それから、影人たちはフェリートが作った朝食を食べた。メニューはこの世界風のベーコンエッグとパン、後は野菜がたくさん入った具沢山の薄味スープで、どれも絶品だった。影人はフェリートが一緒に異世界に来てくれた事、またフェリートを同行させてくれたレイゼロールに、心の内で何度目かの感謝をした。
「で、今日はどうするんだ? あのベナって人が来るのは夜だし、それまで時間はあるが。祭りの見学でもするか?」
「当然よ。せっかくだから、お祭りを楽しみましょう。幸い、お金も充分にあるしまだ増える予定だし」
食後、影人が居間にいる者たちにそう確認を取ると、シェルディアが1番にそんな反応を示した。
「私も出来ればお祭りに行きたいです」
「どうせ暇だしね」
「まあ、いいんじゃないですか。どうせ、変装しているフェルフィズを探す事は出来ず、私たちは変わらず待ちの姿勢しか取れませんからね」
キトナ、ゼノ、フェリートもそのような意見だったので、影人たちは祭りに行く事が決まった。
「うおっ、凄え人の数だな・・・・・・」
支度をして表通りに出た影人たちは、凄まじい数の人々(厳密には彼・彼女らは人間ではないので表現としては適切ではないが)を目撃した。魔族は当然ながら、獣人族や翼人族、蜥蜴族などの姿も多く見える。様々な種族がいる光景は、まるでキリエリゼのようだ。
「これは逸れないように気をつけないとね。というわけだから影人、私と手を繋ぎましょう」
「嬢ちゃん逸れるようなタマじゃねえだろ。今日はダメだ」
「もうケチね。まあいいわ。だったら、キトナと手を繋いであげて。キトナはこういう人混みは慣れていないだろうから」
「あー、確かにな・・・・・・それは分かった。キトナさん、悪いが俺と手握ってくれるか? 俺なんかと手を繋ぐの嫌だろうが・・・・・・」
シェルディアにそう促された影人がキトナに言葉をかける。キトナは嬉し恥ずかしという感じの笑顔を浮かべた。

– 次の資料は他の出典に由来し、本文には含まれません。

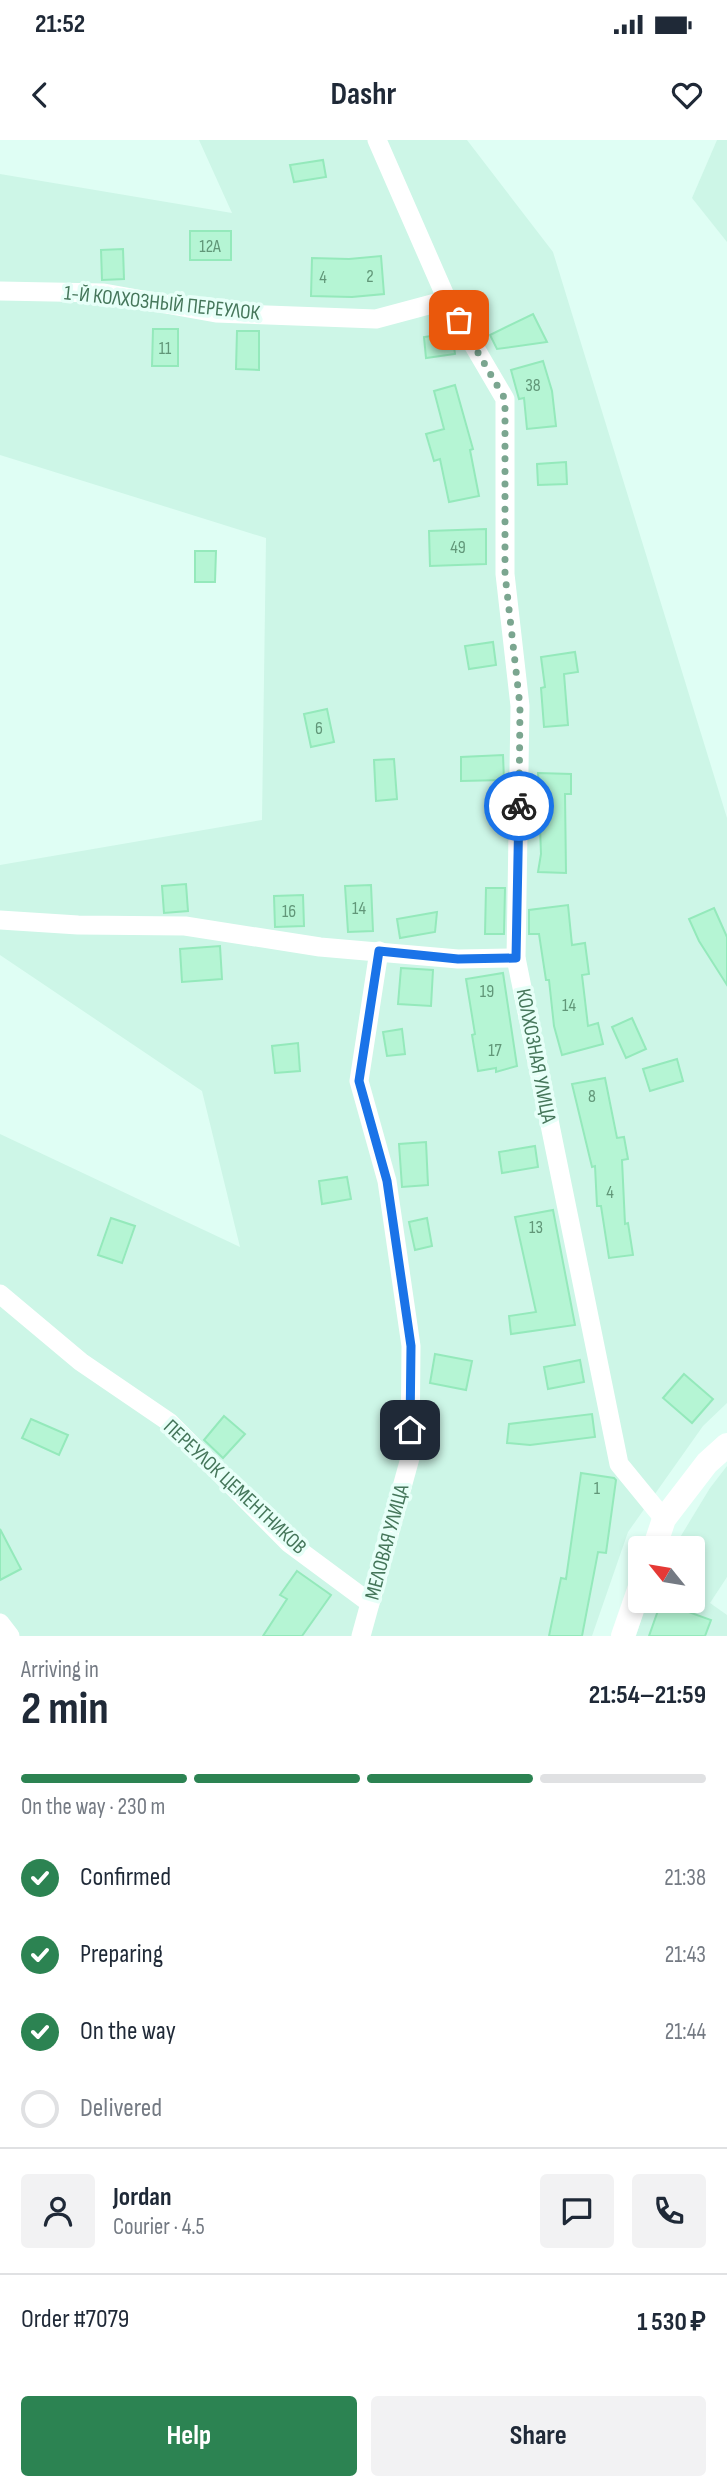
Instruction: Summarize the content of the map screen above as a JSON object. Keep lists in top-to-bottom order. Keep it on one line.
{"streets":{"street":["1-Й КОЛХОЗНЫЙ ПЕРЕУЛОК","КОЛХОЗНАЯ УЛИЦА","ПЕРЕУЛОК ЦЕМЕНТНИКОВ","МЕЛОВАЯ УЛИЦА"]},"crossings":[["1-Й КОЛХОЗНЫЙ ПЕРЕУЛОК","КОЛХОЗНАЯ УЛИЦА"],["ПЕРЕУЛОК ЦЕМЕНТНИКОВ","МЕЛОВАЯ УЛИЦА"]],"house_numbers":["12А","2","4","11","38","49","6","14","16","19","14","17","8","4","13","1"],"north":"top left","page":{"status":"21:52","header":"Dashr","heading":["2 min","Arriving in","21:54–21:59"],"panel":["Jordan","Courier · 4.5","Order #7079","1 530 ₽"],"bar":"On the way · 230 m","list":[["Confirmed","21:38"],["Preparing","21:43"],["On the way","21:44"],"Delivered"],"buttons":["Help","Share"]}}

「全然嫌ではないです。だって影人さんですもの。むしろ、嬉しいです。うふふ、でも殿方と手を繋ぐのは初めてですわ」
「そうか? 悪いな、初めてがこんな男で」
影人はキトナの左手を握った。その様子を見ていたフェリートは、
「・・・・・・分かりませんね。こんな男が女性に人気な理由が」
どこか呆れたような顔で小さくそう呟いた。